L'immunoterapia rappresenta oggi una speranza reale, una speranza fondata? "Si. Non si tratta di un annuncio ad effetto. Prima del 2011 un paziente con melanoma arrivava a 6-9 mesi di sopravvivenza. Oggi il 20% dei soggetti colpiti da melanoma può essere cronicizzato. E possiamo affermare che i nuovi immunoterapici ci fanno sperare che quel 20% possa aumentare, sino addirittura a raddoppiare".
Lei è chairman di una sessione dedicata alla prevenzione e cura del melanoma, che è il suo terreno di ricerca: cosa ci può anticipare, entrando nel merito? "Tutti i relatori e chairman sono sotto embargo fino al meeting, come ben si può capire, ma direi che ad Asco saranno presentate alcune novità sia nel campo della target therapy che nel settore - appena citato - dell'immunoterapia. C'è molta attesa per i dati dell'uso degli inibitori di MEK nei pazienti con la mutazione di NRAS, e per i dati di sopravvivenza degli studi con pembrolizumab. Inoltre, ci sarà un aggiornamento dei dati sullo studio di fase III della combinazione ipilimumab/nivolumab. Da segnalare anche la presentazione dei dati sull'immunoterapia nel trattamento del carcinoma di Merkel, un altro tumore aggressivo della pelle.

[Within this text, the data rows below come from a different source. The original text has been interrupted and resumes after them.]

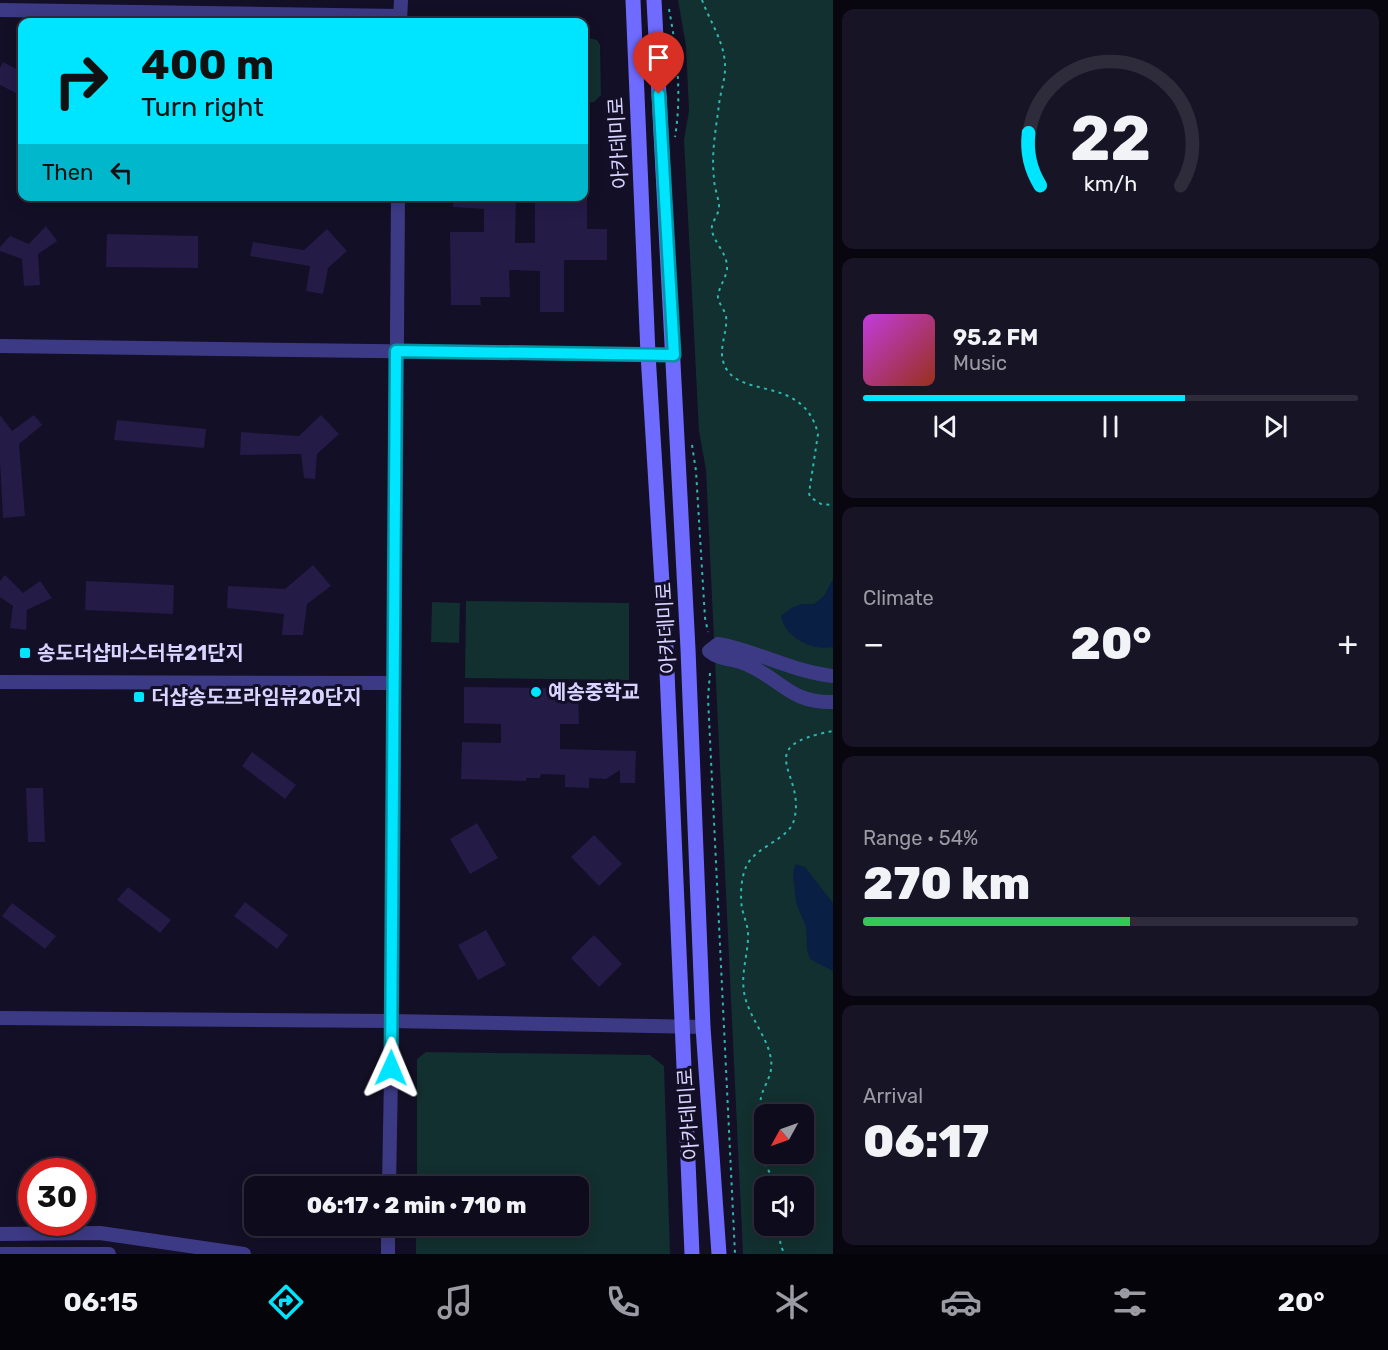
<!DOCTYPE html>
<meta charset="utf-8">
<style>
body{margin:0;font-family:Rubik,"Noto Sans KR",sans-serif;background:#171425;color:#f1f3f6;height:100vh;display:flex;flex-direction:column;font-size:22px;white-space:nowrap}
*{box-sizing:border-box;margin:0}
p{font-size:20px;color:#9b9ba3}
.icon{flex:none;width:33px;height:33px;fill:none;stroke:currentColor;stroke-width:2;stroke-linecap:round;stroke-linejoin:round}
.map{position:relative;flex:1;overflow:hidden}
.details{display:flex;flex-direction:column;gap:9px;padding:9px;background:#08060f;width:555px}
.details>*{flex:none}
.hud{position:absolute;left:18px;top:18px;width:570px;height:183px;border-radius:12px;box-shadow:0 3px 15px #0003,0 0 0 2px #2e2b3b;background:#00e5ff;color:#111;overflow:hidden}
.needle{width:39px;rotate:230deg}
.fabs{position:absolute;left:754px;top:1104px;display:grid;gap:12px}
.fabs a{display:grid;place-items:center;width:60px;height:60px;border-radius:12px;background:#0e0b1c;box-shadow:0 3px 15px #0003,0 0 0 2px #2e2b3b;font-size:30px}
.speed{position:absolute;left:18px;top:1158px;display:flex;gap:12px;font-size:30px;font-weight:700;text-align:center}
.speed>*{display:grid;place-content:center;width:78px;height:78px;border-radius:50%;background:#0e0b1c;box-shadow:0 3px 15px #0003,0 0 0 2px #2e2b3b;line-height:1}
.speed .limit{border:9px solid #d22;background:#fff;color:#111}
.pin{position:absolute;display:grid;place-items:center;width:51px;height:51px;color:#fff;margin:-62px -26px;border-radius:50% 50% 50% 0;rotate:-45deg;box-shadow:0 0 6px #0007}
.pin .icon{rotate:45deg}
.me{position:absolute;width:66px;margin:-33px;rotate:1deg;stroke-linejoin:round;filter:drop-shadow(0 0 4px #0008)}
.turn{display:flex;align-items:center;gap:21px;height:126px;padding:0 24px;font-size:27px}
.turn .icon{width:78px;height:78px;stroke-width:2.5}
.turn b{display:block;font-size:42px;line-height:51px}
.then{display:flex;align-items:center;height:57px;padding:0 24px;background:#0003;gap:12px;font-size:22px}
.big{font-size:45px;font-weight:800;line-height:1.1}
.details .card{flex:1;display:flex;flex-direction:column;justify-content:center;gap:9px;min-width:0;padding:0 21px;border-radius:12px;background:#171425}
.details .dial{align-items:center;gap:0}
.dial svg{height:156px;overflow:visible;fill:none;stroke:#2e2b3b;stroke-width:7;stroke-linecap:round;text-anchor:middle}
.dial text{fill:#f1f3f6;stroke:none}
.song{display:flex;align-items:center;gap:18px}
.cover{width:72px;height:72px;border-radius:9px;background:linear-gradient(135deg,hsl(290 70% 55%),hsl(10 70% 35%))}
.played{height:6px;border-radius:3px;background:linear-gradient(90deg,#00e5ff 65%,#2e2b3b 65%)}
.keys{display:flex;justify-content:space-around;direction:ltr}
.heat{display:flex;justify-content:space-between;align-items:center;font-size:33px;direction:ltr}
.charge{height:9px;border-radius:4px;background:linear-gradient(90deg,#34c759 54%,#2e2b3b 0)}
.trip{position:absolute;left:244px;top:1176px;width:345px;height:60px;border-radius:12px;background:#0e0b1c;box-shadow:0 3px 15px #0003,0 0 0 2px #2e2b3b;font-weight:800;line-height:60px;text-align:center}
.tab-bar{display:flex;height:96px;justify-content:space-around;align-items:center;background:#06040b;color:#9b9ba3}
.tab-bar .icon{width:42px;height:42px}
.tab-bar .selected{color:#00e5ff}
.tab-bar b{font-size:27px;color:#f1f3f6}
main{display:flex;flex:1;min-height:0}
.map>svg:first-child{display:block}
.green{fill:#12302f;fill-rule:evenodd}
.water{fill:#0a1f44}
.building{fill:#241b47}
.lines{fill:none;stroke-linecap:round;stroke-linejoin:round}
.path{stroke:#2fb8b0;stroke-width:2;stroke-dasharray:3 4.5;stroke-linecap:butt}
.minor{stroke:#3d3a85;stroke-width:14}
.secondary{stroke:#6f6bff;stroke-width:15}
.route-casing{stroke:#0095a6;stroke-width:15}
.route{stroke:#00e5ff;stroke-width:10}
.poi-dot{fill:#00e5ff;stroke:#130f26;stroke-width:2}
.labels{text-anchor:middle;stroke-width:6;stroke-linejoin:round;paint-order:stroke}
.street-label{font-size:20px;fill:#d9d4ff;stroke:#130f26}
.poi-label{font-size:20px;font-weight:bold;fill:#d9d4ff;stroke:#130f26;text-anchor:start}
</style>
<main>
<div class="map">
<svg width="833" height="1254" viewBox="0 0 833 1254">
<rect width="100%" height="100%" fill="#130f26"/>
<g class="green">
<path d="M678 0H833V1254H743L706 470 699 431 684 140 689 111 686 46ZM765 1114H804V1154H765ZM765 1186H804V1226H765Z"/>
<path d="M584 37 597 40 600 45 601 95 594 102 584 103Z"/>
<path d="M466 601 629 603V680L465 678Z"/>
<path d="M432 602 460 603 459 643 431 642Z"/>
<path d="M426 1052 650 1055 664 1066 670 1254H416V1226H579V1186H417V1059Z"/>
</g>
<g class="water">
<path d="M833 579V647C812 651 785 638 781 616L791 608 801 604H814L824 596Z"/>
<path d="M795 864 805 867 833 903V971L810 959 807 950 806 927 796 903 793 874Z"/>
</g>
<g class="building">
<path d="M3 62 22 72V96L0 85V68Z"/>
<path d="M454 196H516L515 243H535V196H587V229H607V260H564V312H540V271L509 270 510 297H480L481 305H451L450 232H484V209L453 207Z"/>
<path d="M46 226 57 241 38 254 40 285 24 286 22 259 0 251V247L10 236 29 244Z"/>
<path d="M327 229 347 251 328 268 323 294 306 291 310 266 250 256 253 242 304 250Z"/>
<path d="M107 234 198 236V268L106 267Z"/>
<path d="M0 415 12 431 34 415 42 425 19 444 25 516 3 518 0 461Z"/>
<path d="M321 415 339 434 317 454 315 479 304 478 301 454 240 455 241 432 299 436Z"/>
<path d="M117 420 206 429 204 448 114 440Z"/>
<path d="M313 565 331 586 307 604 303 635H282L284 614 227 608 228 586 285 589Z"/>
<path d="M5 575 23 593 40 581 52 598 27 610 26 630 10 628 13 606 0 597V581Z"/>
<path d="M86 581 174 585 173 614 85 610Z"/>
<path d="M464 687 578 688 579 724H560V749L636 751 635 783H620V770L606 779 589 778V788L565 787V775L541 774 540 778H526V781L461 779 462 742 501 743V724L464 723Z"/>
<path d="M252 752 296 785 285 799 242 766Z"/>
<path d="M26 788H43L45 842H28Z"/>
<path d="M477 823 498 858 470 874 450 839Z"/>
<path d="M594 835 622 864 599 886 571 857Z"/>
<path d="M128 887 171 920 160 933 117 900Z"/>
<path d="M245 902 288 935 277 949 234 916Z"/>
<path d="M12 903 56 936 45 949 2 916Z"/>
<path d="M486 930 506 965 478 980 458 945Z"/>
<path d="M594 935 622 964 599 987 571 958Z"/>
</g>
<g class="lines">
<g class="path">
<path d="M702 0C710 22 726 44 725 69 725 81 720 93 719 105 716 128 711 154 714 178 714 187 718 196 719 205 720 215 710 222 712 231 715 244 728 254 727 269 726 278 720 285 718 295 717 302 724 308 726 316 728 331 719 346 723 361 734 402 803 372 818 434L809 493 810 497 821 504 833 505"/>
<path d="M669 9C677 52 682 94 675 137"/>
<path d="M692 445 696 471 705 618 708 632"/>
<path d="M710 673 708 698 735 1254"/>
<path d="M776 1186C773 1176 766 1168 762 1158 758 1148 757 1133 757 1122 758 1113 760 1099 763 1091 767 1081 773 1072 771 1060 769 1040 750 1018 745 997 740 976 747 959 748 939 749 927 744 918 742 908 740 896 741 878 746 867 755 846 789 840 794 820 807 773 748 747 833 731"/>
<path d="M778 1226 781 1247 785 1254"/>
</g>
<g class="minor">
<path d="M0 10 400 16"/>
<path d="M400 22 401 0"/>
<path d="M0 346 674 355"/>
<path d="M833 676C793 672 758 651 718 644L709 651C721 661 734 658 748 665 782 680 790 703 833 702"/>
<path d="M0 682 393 683"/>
<path d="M0 1018 392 1021 703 1027"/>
<path d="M389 1186 392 1021 398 196"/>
<path d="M0 1234 100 1233 244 1254"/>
<path d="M0 1254H109"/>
<path d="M388 1254V1226"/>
</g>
<g class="secondary">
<path d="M633 0 648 354 666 648 692 1254"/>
<path d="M654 0 688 649 703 1027 719 1254"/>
</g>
</g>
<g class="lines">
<g class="route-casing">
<path id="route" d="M391 1068 396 351 674 355 659 94"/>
</g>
<use href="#route" class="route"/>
</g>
<g class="poi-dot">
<rect x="19" y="647" width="12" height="12" rx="3"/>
<circle cx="536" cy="692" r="6"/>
<rect x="133" y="691" width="12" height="12" rx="3"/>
</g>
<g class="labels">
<g class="street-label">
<text transform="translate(618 143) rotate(-93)" y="7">아카데미로</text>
<text transform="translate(666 628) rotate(-93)" y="7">아카데미로</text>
<text transform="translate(688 1114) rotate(-94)" y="7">아카데미로</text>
</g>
<g class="poi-label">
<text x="37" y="660">송도더샵마스터뷰21단지</text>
<text x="548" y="699">예송중학교</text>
<text x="151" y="704">더샵송도프라임뷰20단지</text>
</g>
</g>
</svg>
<div class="fabs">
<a><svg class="needle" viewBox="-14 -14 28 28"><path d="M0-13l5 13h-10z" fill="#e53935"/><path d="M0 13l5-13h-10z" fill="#9b9ba3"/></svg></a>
<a><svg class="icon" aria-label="sound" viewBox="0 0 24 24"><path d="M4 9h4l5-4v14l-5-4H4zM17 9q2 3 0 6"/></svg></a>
</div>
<div class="speed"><div class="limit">30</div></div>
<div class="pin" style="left:659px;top:94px;background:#d93025"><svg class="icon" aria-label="arrive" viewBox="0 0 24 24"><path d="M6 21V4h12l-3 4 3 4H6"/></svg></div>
<svg class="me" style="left:391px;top:1068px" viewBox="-20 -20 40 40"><path d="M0-17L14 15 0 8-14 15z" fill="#00e5ff" stroke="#fff" stroke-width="4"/></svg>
<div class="trip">06:17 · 2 min · 710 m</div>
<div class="hud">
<div class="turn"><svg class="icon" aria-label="right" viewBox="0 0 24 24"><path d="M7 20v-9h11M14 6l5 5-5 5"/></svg><div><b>400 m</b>Turn right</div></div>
<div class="then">Then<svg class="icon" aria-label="left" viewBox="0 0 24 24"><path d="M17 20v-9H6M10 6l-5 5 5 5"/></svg></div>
</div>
</div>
<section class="details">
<div class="card dial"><svg viewBox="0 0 100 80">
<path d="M14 69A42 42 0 1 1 86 69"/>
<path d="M14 69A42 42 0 0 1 8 42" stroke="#00e5ff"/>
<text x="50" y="56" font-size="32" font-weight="700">22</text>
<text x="50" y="72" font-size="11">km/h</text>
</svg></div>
<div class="card">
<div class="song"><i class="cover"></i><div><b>95.2 FM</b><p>Music</p></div></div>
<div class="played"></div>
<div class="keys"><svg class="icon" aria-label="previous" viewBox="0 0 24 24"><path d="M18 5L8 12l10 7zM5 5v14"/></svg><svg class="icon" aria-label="pause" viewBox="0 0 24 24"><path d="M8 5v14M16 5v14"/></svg><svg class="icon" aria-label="next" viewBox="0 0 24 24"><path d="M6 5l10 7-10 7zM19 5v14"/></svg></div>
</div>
<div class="card"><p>Climate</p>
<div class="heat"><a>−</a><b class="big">20°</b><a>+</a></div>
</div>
<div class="card"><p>Range · 54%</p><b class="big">270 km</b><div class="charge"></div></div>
<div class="card"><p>Arrival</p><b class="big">06:17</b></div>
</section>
</main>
<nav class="tab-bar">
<b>06:15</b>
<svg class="icon selected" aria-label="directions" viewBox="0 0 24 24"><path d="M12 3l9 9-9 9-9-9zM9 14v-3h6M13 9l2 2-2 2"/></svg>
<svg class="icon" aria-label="music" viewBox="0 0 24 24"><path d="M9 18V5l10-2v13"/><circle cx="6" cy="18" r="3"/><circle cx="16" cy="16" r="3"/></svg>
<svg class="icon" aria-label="phone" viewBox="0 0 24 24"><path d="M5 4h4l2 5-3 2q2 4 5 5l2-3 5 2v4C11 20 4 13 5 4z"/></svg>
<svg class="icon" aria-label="climate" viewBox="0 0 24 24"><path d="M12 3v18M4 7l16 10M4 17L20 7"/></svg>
<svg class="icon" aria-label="car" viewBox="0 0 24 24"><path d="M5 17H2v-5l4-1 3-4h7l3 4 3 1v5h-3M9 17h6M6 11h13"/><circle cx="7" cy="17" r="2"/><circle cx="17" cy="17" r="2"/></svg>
<svg class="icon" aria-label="filters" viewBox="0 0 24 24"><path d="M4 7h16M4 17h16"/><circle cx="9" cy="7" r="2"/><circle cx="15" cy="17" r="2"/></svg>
<b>20°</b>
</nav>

Insomma uno scenario molto interessante".
Non capita spesso che gli italiani siano chairman all'Asco: è un riconoscimento all'attività sua e dell'Irccs Pascale, ma anche all'oncologia italiana? Quale è lo stato di salute della ricerca oncologica nel nostro Paese? "Direi che vive un periodo ottimo! Ci sono molti ricercatori italiani riconosciuti a livello internazionale. Tuttavia, oltre all'atavico problema della scarsezza delle risorse economiche, dovremmo comunque cercare di incrementare nel nostro Paese la ricerca indipendente e gli studi no-profit. Questo affinchè salga sempre più di livello la competitività italiana a livello internazionale".